● **Work request**:
Reproduce each line from the first in the data through the line that contains "Quick job: Parse" exactly; give nothing else.

Stored data entries:
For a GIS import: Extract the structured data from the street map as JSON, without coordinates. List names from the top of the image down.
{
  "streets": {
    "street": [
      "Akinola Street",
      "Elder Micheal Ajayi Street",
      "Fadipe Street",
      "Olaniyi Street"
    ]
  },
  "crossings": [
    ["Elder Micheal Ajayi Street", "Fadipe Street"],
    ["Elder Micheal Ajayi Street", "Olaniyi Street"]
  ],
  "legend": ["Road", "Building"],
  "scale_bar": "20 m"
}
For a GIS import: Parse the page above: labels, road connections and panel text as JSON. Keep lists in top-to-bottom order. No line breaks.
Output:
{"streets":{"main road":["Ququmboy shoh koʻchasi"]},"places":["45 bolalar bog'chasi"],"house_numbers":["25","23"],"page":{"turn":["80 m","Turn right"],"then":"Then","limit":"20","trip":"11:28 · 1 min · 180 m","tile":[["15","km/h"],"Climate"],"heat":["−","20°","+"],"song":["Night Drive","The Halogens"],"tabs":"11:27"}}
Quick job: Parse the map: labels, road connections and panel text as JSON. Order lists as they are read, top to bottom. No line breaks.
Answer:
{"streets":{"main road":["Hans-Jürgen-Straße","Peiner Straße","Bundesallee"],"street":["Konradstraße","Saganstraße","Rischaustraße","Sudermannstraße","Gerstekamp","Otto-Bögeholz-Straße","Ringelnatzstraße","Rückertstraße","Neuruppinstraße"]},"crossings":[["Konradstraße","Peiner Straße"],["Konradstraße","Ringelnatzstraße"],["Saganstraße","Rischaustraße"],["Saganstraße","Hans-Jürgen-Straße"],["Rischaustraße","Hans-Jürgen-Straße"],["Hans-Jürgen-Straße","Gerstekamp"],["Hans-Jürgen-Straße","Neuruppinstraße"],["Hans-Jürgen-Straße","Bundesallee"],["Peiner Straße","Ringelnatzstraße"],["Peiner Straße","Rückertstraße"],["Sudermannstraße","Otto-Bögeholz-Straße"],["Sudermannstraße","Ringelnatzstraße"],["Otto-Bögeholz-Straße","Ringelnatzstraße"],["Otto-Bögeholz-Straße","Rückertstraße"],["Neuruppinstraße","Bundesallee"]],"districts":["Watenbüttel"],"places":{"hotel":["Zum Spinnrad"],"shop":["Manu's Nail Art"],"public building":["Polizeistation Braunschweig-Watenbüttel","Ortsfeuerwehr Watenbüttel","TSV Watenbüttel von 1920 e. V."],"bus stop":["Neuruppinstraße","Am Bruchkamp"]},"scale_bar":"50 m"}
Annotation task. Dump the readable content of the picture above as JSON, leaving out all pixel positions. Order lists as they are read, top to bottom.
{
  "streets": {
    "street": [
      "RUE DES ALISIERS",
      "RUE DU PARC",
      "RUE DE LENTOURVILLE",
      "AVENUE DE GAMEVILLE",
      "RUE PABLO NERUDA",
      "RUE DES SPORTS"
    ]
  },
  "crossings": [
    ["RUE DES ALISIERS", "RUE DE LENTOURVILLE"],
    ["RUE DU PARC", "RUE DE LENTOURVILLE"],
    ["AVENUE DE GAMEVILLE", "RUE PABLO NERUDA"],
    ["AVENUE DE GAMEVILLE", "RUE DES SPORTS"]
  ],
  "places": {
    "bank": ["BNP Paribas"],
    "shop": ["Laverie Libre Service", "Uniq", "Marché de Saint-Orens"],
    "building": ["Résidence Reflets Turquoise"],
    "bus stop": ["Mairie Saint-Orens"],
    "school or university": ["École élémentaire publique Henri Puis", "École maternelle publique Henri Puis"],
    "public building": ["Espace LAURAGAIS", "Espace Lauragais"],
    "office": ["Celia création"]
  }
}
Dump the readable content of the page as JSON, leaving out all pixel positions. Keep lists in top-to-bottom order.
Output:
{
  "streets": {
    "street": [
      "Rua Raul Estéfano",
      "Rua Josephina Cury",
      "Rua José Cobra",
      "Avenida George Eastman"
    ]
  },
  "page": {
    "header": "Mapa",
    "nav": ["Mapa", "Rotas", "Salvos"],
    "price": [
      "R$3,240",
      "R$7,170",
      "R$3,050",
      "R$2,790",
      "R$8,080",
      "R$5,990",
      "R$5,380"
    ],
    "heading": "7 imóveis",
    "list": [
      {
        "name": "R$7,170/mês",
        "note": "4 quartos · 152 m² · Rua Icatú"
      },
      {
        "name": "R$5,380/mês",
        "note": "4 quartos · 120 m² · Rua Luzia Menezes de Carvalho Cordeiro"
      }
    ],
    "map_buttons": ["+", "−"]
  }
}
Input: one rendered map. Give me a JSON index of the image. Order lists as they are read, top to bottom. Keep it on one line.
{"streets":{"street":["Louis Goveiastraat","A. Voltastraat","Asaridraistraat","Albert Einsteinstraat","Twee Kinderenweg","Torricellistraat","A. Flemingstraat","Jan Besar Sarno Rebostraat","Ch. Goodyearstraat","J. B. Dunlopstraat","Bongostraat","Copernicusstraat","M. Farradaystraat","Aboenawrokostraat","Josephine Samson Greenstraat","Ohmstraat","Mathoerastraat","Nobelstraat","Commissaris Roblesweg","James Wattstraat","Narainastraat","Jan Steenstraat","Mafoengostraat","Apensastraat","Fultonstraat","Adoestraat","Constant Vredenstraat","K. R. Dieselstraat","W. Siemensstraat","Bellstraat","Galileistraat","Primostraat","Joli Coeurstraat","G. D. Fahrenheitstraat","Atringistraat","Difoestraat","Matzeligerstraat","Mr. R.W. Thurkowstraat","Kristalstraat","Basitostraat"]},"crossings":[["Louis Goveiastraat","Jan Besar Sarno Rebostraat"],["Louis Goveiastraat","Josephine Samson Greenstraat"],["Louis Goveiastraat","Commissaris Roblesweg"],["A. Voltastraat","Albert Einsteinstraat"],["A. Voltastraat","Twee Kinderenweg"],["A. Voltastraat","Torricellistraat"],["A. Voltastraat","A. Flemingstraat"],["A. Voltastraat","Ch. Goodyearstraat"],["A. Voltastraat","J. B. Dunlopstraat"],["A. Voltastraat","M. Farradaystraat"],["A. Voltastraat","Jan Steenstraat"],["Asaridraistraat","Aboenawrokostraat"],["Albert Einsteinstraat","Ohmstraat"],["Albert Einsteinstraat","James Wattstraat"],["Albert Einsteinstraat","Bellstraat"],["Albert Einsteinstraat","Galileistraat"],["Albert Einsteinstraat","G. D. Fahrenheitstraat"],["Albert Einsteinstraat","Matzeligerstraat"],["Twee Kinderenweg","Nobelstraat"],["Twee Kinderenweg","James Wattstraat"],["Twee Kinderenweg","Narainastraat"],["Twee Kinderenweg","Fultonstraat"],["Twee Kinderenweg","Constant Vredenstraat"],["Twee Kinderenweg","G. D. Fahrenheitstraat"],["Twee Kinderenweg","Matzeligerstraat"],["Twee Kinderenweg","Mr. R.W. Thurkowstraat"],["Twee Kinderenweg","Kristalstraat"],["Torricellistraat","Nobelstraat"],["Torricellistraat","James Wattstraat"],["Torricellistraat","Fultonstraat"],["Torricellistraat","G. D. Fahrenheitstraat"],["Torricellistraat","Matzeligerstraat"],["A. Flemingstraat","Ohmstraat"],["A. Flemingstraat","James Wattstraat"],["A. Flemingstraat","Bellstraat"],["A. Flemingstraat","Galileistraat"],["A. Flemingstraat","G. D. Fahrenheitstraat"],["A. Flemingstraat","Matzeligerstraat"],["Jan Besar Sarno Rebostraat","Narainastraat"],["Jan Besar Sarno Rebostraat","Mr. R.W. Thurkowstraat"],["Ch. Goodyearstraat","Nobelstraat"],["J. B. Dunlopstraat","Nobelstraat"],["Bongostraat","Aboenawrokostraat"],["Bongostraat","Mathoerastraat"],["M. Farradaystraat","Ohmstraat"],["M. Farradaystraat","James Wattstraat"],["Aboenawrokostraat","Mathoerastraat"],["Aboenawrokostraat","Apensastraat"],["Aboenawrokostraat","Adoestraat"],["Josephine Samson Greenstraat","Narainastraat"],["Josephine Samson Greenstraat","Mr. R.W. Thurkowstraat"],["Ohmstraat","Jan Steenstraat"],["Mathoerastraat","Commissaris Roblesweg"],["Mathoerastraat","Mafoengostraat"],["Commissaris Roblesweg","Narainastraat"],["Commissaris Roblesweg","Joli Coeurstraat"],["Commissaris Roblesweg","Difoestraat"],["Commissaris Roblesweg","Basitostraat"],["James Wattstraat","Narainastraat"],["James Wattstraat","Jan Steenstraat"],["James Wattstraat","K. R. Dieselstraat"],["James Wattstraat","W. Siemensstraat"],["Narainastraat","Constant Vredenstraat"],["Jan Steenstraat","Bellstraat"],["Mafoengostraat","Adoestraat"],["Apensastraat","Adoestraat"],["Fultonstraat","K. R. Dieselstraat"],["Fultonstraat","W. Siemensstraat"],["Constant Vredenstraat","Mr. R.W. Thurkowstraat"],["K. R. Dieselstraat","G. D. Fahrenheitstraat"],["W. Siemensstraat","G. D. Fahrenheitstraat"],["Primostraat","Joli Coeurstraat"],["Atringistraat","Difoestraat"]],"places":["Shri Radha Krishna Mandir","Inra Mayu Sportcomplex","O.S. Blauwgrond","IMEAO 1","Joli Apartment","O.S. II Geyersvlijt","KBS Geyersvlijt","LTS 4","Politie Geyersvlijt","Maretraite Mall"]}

● **Exercise solution**:
For a GIS import: Extract the structured data from the street map as JSON, without coordinates. List names from the top of the image down.
{
  "streets": {
    "street": [
      "Akinola Street",
      "Elder Micheal Ajayi Street",
      "Fadipe Street",
      "Olaniyi Street"
    ]
  },
  "crossings": [
    ["Elder Micheal Ajayi Street", "Fadipe Street"],
    ["Elder Micheal Ajayi Street", "Olaniyi Street"]
  ],
  "legend": ["Road", "Building"],
  "scale_bar": "20 m"
}
For a GIS import: Parse the page above: labels, road connections and panel text as JSON. Keep lists in top-to-bottom order. No line breaks.
Output:
{"streets":{"main road":["Ququmboy shoh koʻchasi"]},"places":["45 bolalar bog'chasi"],"house_numbers":["25","23"],"page":{"turn":["80 m","Turn right"],"then":"Then","limit":"20","trip":"11:28 · 1 min · 180 m","tile":[["15","km/h"],"Climate"],"heat":["−","20°","+"],"song":["Night Drive","The Halogens"],"tabs":"11:27"}}
Quick job: Parse the map: labels, road connections and panel text as JSON. Order lists as they are read, top to bottom. No line breaks.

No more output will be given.